In Japanese History on June 3, 2015 at 2:37 am

東新宿
Higashi Shinjuku (East Shinjuku)

station higashi shinjuku

This is just the station name. The area is actually called 新宿五丁目 Shinjuku Go-chōme 5th Block of Shinjuku. I don’t think I’ve ever gotten off at this station, but I imagine it’s just offices, restaurants, and apartments – nothing too exciting.

higashi shinjuku neighborhood

若松河田
Wakamatsu-Kawada

Wakamatsu

Wakamatsu

The station name is a combination of 2 town names: 若松町 Wakamatsu-chō Wakamatsu Town and 河田町 Kawada-chō Kawada Town. Wakamatsu-chō is said to derive from the 若松 wakamatsu young pine trees that were cut from this area and presented yearly to the shōgun family to decorate Edo Castle at 御正月 O-shōgatsu the New Year Holiday. Kawada-chō is said to derive from a swampy rice paddy in the area. The first kanji 河 kawa means river or stream. The second kanji 田 ta/da means rice paddy. Rice paddies need irrigation, ergo “Kawada.”

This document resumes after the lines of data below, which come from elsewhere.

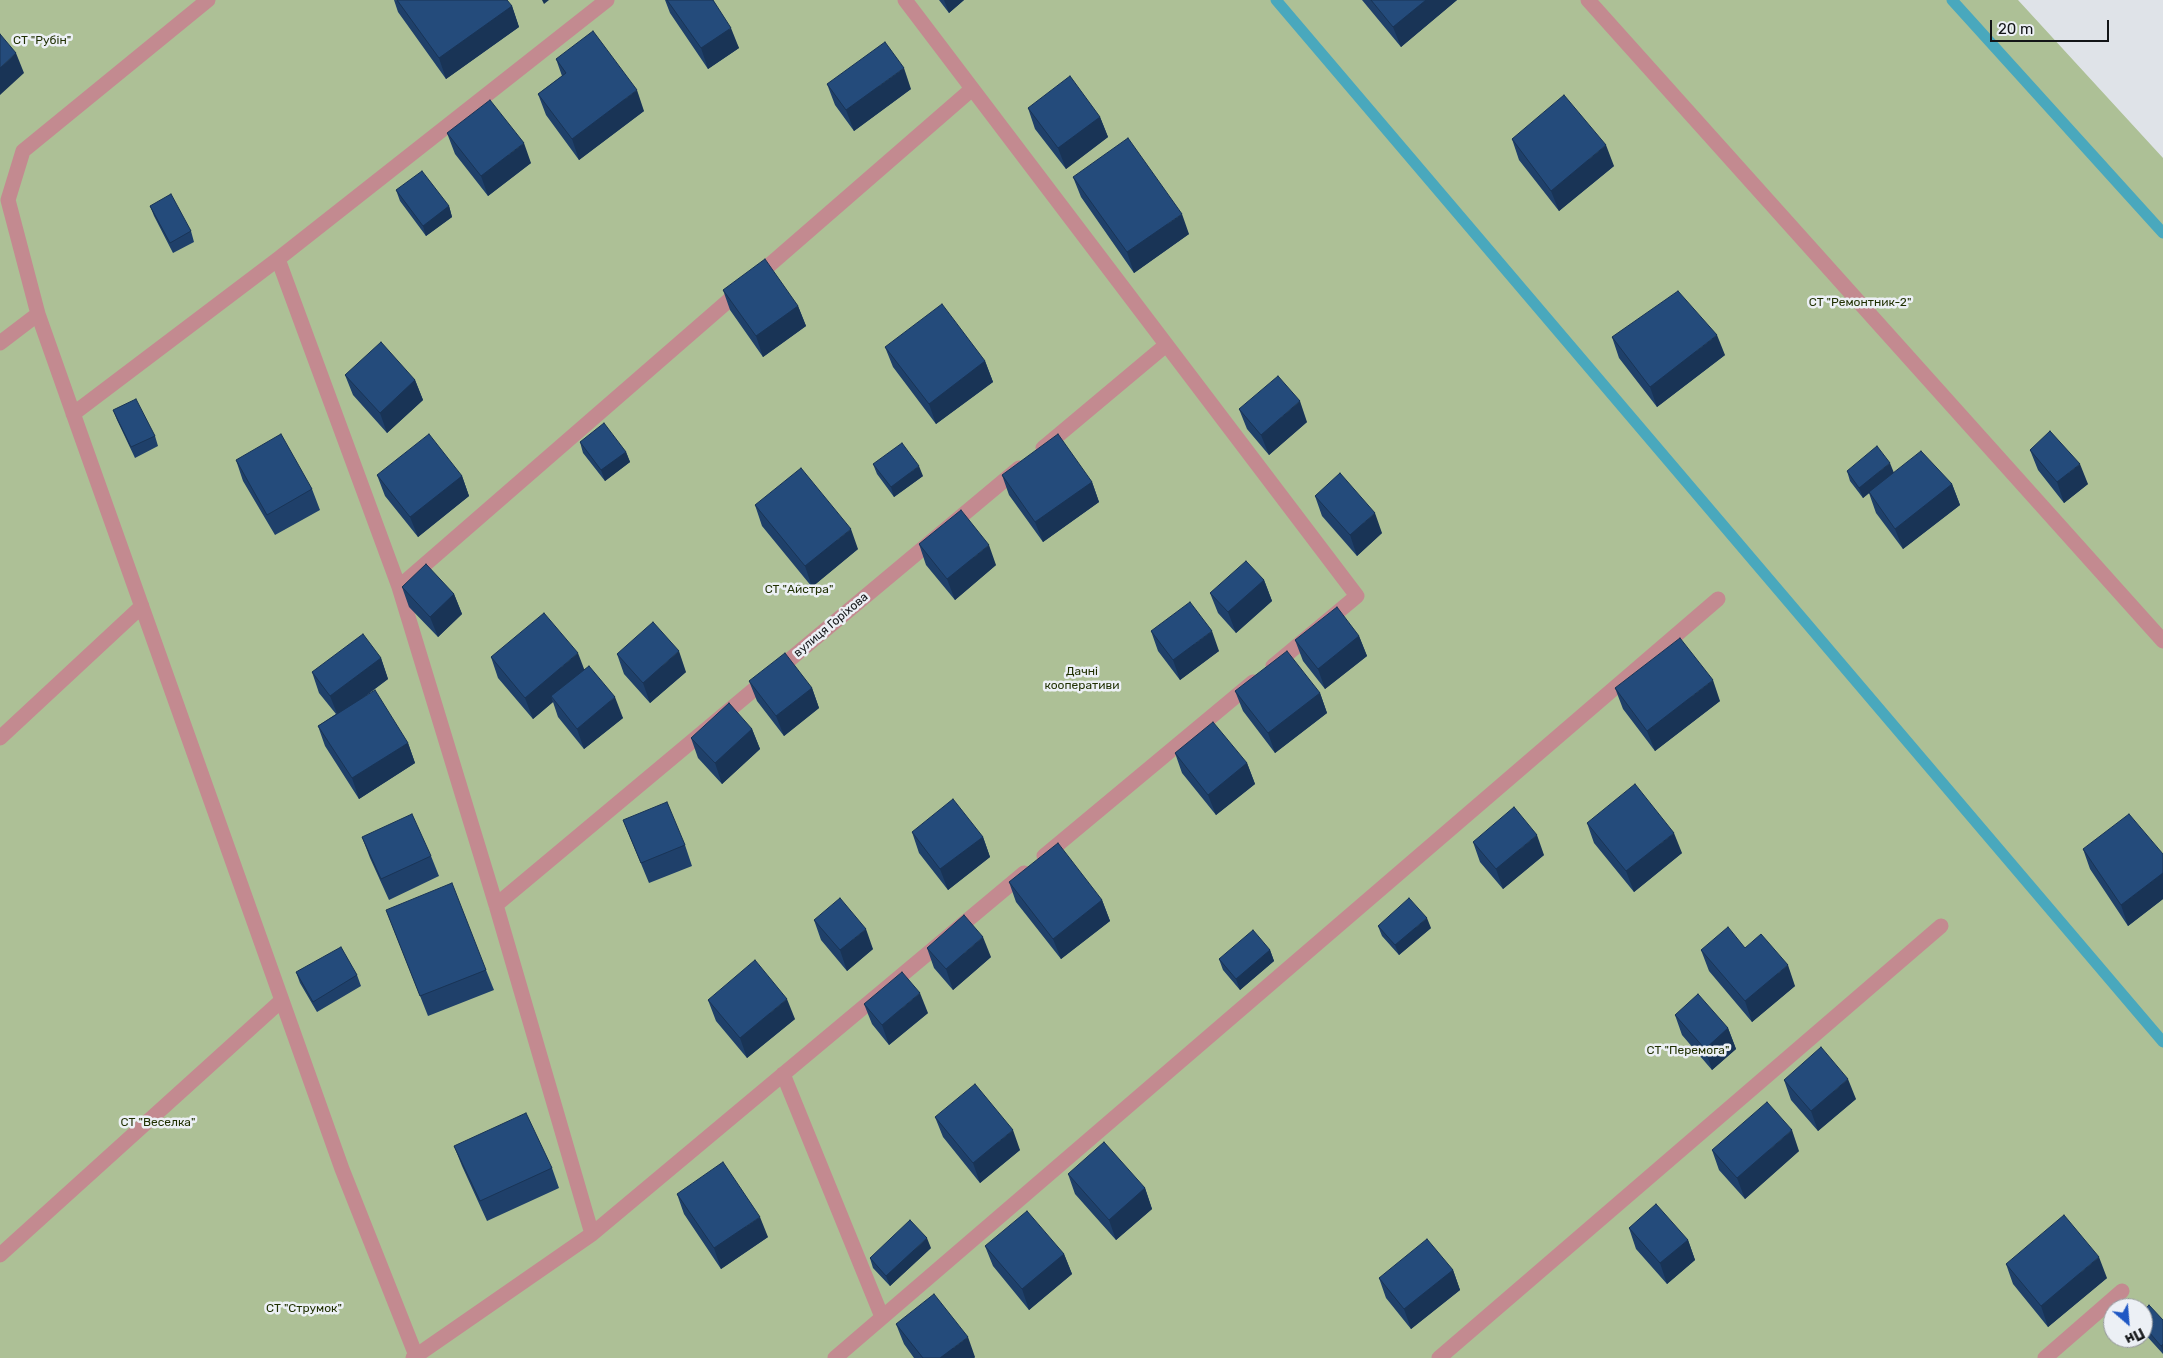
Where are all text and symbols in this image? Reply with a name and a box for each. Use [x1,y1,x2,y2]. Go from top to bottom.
scale bar [1993,10,2112,42]
text: 20 m [1998,20,2033,38]
park label: СТ "Рубін" [13,34,71,48]
park label: СТ "Ремонтник-2" [1809,296,1911,310]
park label: СТ "Айстра" [765,583,833,597]
street label: вулиця Горіхова [791,590,871,660]
park label: Дачні кооперативи [1044,665,1120,693]
park label: СТ "Перемога" [1647,1044,1729,1058]
park label: СТ "Веселка" [121,1116,195,1130]
north arrow [2103,1298,2153,1348]
park label: СТ "Струмок" [266,1302,342,1316]
text: Пн [2122,1324,2147,1348]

I’ve never visited the area, but from my understanding, it’s just a residential neighborhood with high rise apartments. Maybe there’s a convenience store or shrine in the area, but probably not much else.

Wakamatsu Kawada's claim to fame is apparently this big supermarket. Neat.

Wakamatsu Kawada’s claim to fame is apparently this big supermarket. Neat.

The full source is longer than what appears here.